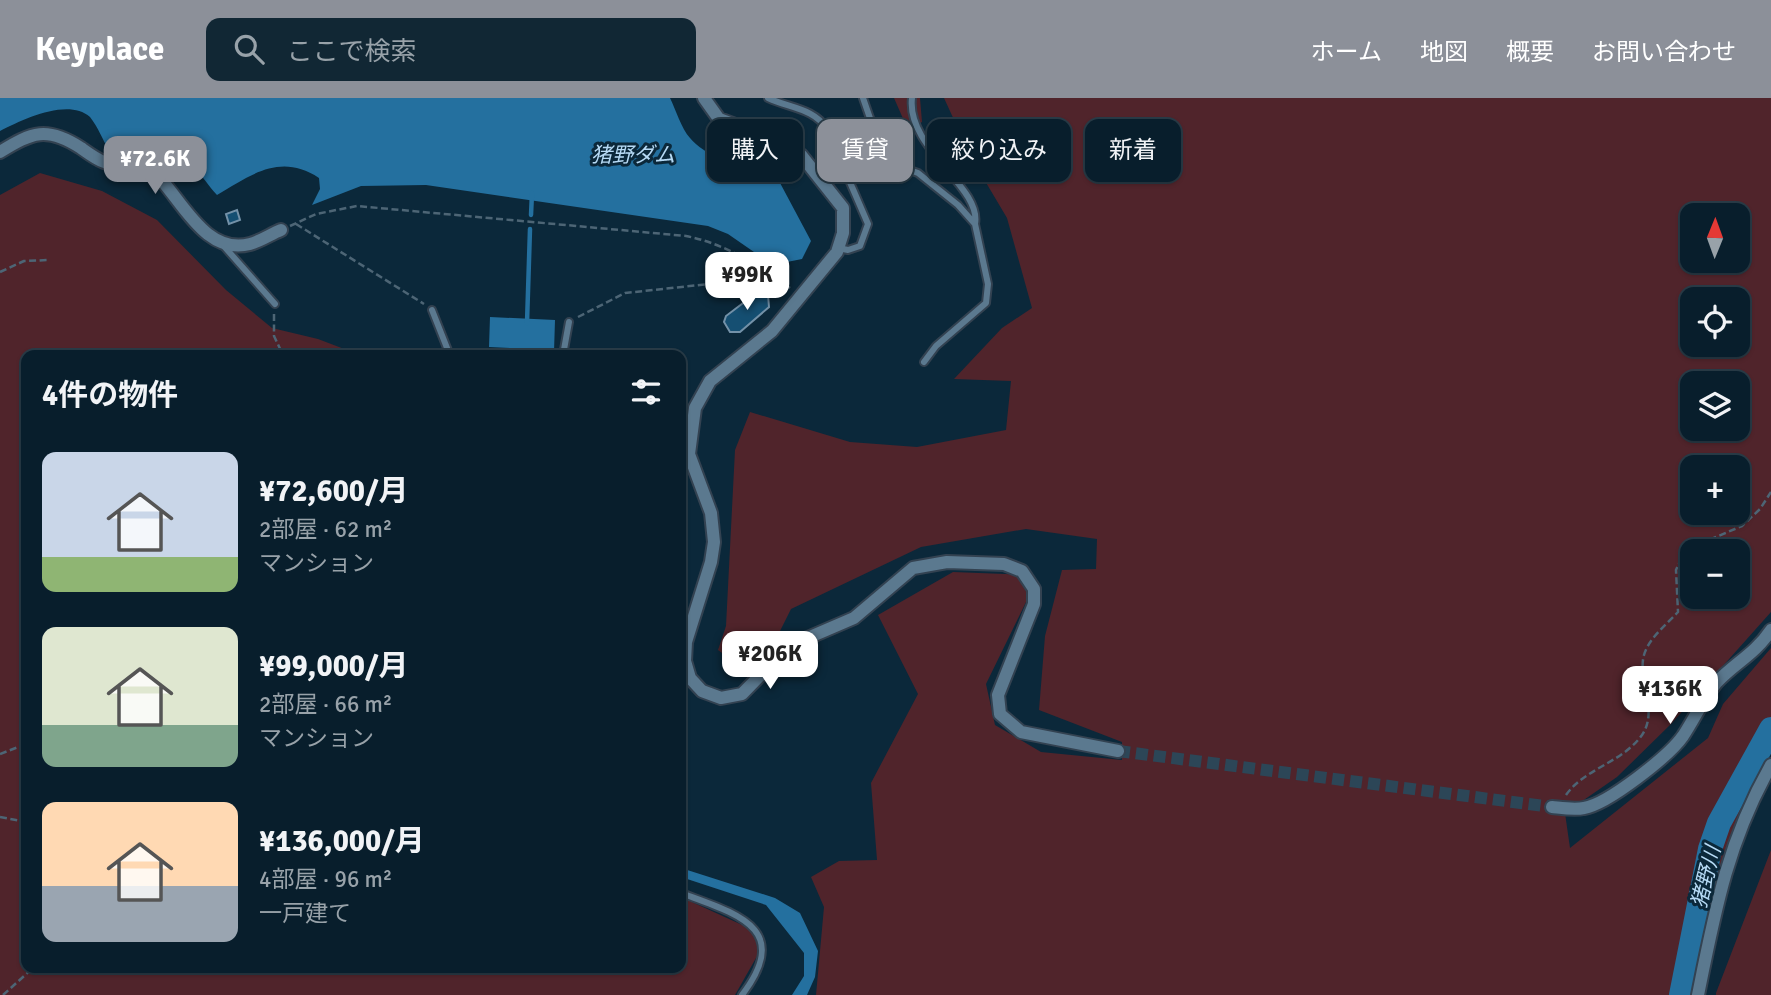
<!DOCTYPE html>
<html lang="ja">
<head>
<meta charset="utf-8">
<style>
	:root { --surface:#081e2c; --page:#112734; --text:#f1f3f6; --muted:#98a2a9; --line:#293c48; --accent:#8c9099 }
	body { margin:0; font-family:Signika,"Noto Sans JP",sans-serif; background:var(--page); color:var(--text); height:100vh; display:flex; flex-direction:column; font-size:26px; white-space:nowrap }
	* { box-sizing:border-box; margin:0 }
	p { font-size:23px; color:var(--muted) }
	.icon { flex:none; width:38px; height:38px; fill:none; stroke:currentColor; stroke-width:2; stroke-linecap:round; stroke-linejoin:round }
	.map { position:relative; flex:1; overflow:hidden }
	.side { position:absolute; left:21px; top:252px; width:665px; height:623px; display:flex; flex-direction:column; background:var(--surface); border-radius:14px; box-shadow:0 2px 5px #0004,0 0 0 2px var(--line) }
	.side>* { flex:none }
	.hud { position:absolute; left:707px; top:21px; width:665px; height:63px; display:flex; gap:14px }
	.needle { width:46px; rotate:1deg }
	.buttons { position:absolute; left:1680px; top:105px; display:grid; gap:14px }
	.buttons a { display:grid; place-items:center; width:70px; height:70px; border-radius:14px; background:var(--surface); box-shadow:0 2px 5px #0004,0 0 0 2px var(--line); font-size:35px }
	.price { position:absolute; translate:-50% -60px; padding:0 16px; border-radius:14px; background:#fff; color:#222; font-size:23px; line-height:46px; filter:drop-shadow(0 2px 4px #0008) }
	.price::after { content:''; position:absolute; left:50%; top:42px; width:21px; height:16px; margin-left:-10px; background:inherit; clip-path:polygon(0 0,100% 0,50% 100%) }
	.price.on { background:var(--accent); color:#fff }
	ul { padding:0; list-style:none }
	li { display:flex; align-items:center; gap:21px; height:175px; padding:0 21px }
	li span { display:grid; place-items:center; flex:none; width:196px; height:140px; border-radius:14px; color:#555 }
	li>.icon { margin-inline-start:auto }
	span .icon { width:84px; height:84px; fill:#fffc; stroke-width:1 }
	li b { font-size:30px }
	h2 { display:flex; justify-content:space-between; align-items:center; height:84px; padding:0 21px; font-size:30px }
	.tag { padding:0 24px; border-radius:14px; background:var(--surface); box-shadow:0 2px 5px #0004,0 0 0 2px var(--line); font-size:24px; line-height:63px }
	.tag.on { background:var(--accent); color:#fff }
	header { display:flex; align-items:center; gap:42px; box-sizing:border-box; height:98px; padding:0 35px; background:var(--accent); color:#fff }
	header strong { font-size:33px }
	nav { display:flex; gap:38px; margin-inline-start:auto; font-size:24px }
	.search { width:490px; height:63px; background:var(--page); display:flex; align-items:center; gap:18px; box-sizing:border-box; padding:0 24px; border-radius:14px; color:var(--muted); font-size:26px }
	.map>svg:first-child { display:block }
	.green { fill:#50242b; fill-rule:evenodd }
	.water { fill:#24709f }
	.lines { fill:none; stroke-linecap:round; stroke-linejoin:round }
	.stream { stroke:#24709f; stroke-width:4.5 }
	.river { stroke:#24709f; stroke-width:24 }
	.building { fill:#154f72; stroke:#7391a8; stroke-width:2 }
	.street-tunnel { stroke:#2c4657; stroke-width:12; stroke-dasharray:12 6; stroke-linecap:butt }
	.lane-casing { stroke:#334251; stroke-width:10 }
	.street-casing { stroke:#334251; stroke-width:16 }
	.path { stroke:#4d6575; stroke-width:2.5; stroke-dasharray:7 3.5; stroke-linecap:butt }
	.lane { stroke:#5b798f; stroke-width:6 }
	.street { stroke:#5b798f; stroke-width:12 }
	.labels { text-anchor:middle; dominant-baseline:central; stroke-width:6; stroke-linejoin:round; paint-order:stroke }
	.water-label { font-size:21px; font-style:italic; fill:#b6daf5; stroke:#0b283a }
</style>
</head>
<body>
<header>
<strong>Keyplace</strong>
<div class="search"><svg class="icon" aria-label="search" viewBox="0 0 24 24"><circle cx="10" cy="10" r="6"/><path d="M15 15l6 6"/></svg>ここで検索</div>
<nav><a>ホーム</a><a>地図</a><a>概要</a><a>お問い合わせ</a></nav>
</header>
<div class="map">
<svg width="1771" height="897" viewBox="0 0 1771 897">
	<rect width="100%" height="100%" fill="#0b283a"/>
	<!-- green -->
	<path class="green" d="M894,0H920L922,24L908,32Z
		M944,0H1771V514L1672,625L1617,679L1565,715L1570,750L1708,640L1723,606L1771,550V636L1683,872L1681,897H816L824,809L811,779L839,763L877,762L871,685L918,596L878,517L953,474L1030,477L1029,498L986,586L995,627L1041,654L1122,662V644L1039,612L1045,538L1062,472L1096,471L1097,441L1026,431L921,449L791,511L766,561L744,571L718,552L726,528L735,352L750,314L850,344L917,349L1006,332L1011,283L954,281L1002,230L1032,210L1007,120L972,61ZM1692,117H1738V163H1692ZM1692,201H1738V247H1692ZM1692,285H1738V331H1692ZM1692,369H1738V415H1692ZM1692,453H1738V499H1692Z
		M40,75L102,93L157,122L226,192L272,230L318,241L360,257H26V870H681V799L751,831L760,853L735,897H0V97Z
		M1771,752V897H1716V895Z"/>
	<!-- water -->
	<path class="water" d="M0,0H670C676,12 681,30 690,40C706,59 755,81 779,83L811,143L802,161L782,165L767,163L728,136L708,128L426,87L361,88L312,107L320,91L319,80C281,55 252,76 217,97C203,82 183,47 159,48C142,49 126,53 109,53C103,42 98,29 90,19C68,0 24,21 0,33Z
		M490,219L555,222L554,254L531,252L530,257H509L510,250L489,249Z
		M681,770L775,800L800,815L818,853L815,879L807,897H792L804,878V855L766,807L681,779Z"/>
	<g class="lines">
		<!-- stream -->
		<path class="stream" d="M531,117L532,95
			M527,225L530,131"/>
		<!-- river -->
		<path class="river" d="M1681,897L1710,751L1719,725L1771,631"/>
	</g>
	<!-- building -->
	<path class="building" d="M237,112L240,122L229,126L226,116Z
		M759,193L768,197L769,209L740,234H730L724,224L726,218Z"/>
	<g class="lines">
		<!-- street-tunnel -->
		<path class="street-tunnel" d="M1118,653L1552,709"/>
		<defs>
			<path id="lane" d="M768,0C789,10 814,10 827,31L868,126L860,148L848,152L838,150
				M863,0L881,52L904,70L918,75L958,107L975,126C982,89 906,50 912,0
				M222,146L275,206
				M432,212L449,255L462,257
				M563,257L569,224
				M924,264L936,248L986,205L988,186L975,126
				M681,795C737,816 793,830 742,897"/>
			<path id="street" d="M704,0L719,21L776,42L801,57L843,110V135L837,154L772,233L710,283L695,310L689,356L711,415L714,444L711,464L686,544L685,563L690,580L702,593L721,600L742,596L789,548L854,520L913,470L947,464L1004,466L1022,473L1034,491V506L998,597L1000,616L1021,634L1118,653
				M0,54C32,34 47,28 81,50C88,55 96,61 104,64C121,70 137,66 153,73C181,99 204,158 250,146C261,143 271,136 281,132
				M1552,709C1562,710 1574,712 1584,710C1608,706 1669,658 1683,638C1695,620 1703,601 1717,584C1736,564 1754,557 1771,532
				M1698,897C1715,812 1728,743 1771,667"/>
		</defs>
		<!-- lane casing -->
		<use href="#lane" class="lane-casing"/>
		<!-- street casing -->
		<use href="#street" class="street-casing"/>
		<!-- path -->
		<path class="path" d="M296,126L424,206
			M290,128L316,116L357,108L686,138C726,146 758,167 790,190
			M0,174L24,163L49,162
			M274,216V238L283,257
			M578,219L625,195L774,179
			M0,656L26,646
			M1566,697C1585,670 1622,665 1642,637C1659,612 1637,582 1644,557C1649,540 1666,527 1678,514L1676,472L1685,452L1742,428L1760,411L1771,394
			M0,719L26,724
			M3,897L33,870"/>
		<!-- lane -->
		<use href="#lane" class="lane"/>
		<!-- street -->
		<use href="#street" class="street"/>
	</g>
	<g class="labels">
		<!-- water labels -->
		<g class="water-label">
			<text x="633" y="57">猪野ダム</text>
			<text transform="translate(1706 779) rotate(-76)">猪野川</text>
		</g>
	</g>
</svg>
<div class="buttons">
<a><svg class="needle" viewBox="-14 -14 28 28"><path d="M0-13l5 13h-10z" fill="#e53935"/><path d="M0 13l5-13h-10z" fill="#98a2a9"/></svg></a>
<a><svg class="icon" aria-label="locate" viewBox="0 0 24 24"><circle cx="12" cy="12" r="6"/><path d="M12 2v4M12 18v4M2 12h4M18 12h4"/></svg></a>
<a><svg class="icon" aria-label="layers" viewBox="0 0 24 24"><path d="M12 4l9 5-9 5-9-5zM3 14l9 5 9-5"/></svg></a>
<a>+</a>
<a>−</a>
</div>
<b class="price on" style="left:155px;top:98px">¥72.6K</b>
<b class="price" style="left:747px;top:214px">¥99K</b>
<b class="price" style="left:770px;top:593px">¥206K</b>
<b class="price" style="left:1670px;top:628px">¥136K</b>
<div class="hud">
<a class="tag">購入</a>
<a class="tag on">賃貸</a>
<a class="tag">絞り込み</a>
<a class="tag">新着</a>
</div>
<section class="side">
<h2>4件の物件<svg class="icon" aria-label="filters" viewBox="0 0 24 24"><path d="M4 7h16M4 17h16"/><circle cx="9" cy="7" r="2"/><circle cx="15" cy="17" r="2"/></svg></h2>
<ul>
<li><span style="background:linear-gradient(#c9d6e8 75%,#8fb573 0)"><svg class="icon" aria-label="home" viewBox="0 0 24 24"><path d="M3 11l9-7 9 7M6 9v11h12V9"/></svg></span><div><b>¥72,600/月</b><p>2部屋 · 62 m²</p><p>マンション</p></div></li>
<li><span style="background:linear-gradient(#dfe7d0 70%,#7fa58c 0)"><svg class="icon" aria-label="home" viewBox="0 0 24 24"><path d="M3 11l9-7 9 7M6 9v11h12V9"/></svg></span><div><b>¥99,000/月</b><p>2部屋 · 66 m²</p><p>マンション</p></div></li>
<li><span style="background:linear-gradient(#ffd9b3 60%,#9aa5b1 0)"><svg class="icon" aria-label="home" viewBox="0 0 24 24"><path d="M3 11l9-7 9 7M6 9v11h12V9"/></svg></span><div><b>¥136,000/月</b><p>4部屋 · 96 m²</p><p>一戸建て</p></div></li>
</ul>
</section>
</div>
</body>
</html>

→ **How to complete this task**
Go to the line with "font-size:21px; font-style:italic; fill:#b6daf5;" in the entries above and repeat every line from there through the line with "M924,264L936,248L986,205L988,186L975,126", exactly and with no other text.

→ **Response area**
	.water-label { font-size:21px; font-style:italic; fill:#b6daf5; stroke:#0b283a }
</style>
</head>
<body>
<header>
<strong>Keyplace</strong>
<div class="search"><svg class="icon" aria-label="search" viewBox="0 0 24 24"><circle cx="10" cy="10" r="6"/><path d="M15 15l6 6"/></svg>ここで検索</div>
<nav><a>ホーム</a><a>地図</a><a>概要</a><a>お問い合わせ</a></nav>
</header>
<div class="map">
<svg width="1771" height="897" viewBox="0 0 1771 897">
	<rect width="100%" height="100%" fill="#0b283a"/>
	<!-- green -->
	<path class="green" d="M894,0H920L922,24L908,32Z
		M944,0H1771V514L1672,625L1617,679L1565,715L1570,750L1708,640L1723,606L1771,550V636L1683,872L1681,897H816L824,809L811,779L839,763L877,762L871,685L918,596L878,517L953,474L1030,477L1029,498L986,586L995,627L1041,654L1122,662V644L1039,612L1045,538L1062,472L1096,471L1097,441L1026,431L921,449L791,511L766,561L744,571L718,552L726,528L735,352L750,314L850,344L917,349L1006,332L1011,283L954,281L1002,230L1032,210L1007,120L972,61ZM1692,117H1738V163H1692ZM1692,201H1738V247H1692ZM1692,285H1738V331H1692ZM1692,369H1738V415H1692ZM1692,453H1738V499H1692Z
		M40,75L102,93L157,122L226,192L272,230L318,241L360,257H26V870H681V799L751,831L760,853L735,897H0V97Z
		M1771,752V897H1716V895Z"/>
	<!-- water -->
	<path class="water" d="M0,0H670C676,12 681,30 690,40C706,59 755,81 779,83L811,143L802,161L782,165L767,163L728,136L708,128L426,87L361,88L312,107L320,91L319,80C281,55 252,76 217,97C203,82 183,47 159,48C142,49 126,53 109,53C103,42 98,29 90,19C68,0 24,21 0,33Z
		M490,219L555,222L554,254L531,252L530,257H509L510,250L489,249Z
		M681,770L775,800L800,815L818,853L815,879L807,897H792L804,878V855L766,807L681,779Z"/>
	<g class="lines">
		<!-- stream -->
		<path class="stream" d="M531,117L532,95
			M527,225L530,131"/>
		<!-- river -->
		<path class="river" d="M1681,897L1710,751L1719,725L1771,631"/>
	</g>
	<!-- building -->
	<path class="building" d="M237,112L240,122L229,126L226,116Z
		M759,193L768,197L769,209L740,234H730L724,224L726,218Z"/>
	<g class="lines">
		<!-- street-tunnel -->
		<path class="street-tunnel" d="M1118,653L1552,709"/>
		<defs>
			<path id="lane" d="M768,0C789,10 814,10 827,31L868,126L860,148L848,152L838,150
				M863,0L881,52L904,70L918,75L958,107L975,126C982,89 906,50 912,0
				M222,146L275,206
				M432,212L449,255L462,257
				M563,257L569,224
				M924,264L936,248L986,205L988,186L975,126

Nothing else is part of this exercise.